Copy out each line of the data below in which "Instruction" appears.

Saved data entries:
-=-=-=-=-

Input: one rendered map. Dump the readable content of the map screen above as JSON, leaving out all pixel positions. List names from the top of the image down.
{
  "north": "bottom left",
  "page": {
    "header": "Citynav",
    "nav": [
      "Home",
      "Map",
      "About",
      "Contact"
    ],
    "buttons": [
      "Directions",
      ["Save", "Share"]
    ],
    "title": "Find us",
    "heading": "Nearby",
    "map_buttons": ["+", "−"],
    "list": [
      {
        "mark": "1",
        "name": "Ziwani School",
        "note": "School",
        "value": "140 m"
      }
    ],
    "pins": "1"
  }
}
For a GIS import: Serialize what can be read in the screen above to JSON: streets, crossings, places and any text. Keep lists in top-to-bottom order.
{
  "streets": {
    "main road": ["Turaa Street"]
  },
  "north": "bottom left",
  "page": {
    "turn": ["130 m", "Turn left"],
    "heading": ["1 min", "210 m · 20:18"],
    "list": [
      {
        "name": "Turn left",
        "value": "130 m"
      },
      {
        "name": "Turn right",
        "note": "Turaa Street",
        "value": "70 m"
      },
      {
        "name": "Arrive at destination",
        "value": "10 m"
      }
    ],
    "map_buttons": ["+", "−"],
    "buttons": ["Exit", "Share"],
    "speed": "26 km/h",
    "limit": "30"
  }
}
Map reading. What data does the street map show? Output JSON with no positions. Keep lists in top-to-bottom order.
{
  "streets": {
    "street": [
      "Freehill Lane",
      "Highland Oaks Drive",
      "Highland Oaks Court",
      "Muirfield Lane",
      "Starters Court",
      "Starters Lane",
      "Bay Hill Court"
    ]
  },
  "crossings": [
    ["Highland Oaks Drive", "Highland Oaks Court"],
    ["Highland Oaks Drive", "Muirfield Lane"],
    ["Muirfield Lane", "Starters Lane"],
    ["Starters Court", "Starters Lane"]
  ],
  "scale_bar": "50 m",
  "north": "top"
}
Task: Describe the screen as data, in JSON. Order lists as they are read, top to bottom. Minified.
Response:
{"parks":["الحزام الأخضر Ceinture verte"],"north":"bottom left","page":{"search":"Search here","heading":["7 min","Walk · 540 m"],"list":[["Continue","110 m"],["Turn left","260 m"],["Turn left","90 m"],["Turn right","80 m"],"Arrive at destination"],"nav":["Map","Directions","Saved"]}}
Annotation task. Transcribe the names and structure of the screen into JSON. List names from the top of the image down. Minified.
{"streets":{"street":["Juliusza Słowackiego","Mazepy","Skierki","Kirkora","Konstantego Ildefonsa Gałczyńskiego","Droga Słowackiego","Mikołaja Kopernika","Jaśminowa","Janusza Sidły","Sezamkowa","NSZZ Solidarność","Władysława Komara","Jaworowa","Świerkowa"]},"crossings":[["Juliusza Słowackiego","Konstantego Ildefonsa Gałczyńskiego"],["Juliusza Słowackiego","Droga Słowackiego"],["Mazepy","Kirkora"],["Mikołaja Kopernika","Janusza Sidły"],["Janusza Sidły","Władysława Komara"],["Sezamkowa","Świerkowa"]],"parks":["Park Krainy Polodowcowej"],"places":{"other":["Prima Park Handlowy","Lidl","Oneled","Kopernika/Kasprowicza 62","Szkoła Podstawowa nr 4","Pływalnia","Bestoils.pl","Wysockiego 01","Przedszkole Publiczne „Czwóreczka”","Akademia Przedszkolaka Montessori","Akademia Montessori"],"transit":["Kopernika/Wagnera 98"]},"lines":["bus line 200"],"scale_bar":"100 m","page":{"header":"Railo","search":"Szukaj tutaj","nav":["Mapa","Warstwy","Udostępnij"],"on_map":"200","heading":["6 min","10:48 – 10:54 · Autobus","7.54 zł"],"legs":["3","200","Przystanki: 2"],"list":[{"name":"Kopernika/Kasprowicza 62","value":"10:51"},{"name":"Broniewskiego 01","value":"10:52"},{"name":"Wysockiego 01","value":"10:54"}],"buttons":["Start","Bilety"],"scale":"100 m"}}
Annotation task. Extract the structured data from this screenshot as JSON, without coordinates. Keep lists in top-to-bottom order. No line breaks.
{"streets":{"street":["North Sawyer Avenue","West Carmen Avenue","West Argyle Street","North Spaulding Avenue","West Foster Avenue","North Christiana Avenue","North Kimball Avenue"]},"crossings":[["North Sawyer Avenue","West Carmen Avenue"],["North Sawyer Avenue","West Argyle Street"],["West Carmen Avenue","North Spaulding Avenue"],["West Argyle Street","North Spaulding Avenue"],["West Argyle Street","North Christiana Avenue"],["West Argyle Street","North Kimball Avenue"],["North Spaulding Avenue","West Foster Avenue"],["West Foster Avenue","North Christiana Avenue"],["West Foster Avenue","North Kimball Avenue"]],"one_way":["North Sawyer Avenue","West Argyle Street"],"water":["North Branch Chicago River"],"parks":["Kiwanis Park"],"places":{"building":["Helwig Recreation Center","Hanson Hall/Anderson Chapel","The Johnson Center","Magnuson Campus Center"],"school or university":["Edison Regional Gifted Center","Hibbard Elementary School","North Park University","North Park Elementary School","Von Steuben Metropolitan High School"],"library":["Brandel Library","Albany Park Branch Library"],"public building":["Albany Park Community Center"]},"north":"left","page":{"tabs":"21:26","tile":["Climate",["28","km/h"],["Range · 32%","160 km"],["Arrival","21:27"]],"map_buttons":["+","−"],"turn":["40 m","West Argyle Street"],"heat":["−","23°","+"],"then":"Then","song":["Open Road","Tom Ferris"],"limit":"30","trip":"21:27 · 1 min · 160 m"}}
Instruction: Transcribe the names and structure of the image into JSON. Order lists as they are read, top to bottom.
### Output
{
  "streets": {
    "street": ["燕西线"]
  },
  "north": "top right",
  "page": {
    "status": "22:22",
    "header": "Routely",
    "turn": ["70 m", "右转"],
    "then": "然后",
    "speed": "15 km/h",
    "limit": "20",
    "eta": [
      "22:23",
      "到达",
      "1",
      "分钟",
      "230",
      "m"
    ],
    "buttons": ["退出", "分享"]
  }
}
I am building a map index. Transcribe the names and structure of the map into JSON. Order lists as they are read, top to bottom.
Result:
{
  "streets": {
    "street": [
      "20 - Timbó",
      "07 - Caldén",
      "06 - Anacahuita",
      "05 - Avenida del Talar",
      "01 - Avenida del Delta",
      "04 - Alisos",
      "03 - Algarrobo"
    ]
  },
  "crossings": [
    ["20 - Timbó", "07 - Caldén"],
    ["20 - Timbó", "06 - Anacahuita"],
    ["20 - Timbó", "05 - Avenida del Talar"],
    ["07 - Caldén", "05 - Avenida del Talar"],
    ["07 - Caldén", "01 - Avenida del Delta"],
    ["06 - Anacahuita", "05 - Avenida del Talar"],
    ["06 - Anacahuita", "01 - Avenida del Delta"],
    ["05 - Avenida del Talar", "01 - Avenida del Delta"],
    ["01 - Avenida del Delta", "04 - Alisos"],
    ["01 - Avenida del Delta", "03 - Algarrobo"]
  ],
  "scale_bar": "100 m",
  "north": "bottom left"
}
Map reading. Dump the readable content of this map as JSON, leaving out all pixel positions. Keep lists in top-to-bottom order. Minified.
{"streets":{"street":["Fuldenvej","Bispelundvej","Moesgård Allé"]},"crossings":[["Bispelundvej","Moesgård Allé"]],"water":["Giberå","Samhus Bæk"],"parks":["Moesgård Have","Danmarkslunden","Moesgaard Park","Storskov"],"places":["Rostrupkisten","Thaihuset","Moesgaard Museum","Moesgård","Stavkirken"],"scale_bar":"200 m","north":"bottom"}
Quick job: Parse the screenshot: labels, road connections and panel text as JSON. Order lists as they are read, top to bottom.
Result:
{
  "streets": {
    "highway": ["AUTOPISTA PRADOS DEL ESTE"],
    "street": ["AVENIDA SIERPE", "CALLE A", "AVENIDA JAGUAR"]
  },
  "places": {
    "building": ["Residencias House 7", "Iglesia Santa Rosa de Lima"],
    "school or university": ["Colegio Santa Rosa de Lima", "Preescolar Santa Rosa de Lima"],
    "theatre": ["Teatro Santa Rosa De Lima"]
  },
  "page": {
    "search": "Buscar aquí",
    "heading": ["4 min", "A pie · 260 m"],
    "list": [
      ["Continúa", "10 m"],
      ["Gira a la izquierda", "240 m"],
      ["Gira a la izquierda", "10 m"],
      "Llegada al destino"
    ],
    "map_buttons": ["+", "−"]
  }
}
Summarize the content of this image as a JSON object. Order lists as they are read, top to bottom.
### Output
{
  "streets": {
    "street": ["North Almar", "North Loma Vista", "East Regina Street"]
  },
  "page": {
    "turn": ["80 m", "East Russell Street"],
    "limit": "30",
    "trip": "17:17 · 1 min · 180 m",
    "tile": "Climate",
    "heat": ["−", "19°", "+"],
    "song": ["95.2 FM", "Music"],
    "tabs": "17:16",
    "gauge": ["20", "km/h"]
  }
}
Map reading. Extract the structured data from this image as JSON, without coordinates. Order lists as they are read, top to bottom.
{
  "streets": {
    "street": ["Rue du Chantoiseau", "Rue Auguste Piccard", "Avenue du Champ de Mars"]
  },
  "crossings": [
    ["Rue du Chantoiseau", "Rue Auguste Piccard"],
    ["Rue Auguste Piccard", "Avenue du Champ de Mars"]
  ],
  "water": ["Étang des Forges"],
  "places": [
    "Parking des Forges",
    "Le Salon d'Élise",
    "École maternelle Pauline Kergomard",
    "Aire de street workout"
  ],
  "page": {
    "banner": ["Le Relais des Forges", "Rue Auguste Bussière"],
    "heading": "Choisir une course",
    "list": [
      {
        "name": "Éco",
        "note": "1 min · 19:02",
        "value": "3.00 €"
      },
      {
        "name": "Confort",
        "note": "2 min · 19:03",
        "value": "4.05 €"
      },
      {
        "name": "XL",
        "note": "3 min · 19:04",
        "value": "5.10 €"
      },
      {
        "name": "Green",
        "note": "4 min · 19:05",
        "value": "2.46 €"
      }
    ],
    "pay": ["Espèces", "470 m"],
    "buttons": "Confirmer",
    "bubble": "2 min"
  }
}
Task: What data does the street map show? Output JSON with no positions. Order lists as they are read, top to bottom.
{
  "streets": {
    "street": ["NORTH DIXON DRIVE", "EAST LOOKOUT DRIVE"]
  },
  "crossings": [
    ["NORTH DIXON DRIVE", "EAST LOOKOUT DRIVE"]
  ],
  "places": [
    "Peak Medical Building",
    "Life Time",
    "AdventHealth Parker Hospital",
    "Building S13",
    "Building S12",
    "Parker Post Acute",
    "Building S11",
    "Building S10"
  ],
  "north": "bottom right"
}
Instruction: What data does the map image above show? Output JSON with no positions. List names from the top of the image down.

-=-=-=-=-

**WRITTEN RESPONSE**
Instruction: Transcribe the names and structure of the image into JSON. Order lists as they are read, top to bottom.
Instruction: What data does the map image above show? Output JSON with no positions. List names from the top of the image down.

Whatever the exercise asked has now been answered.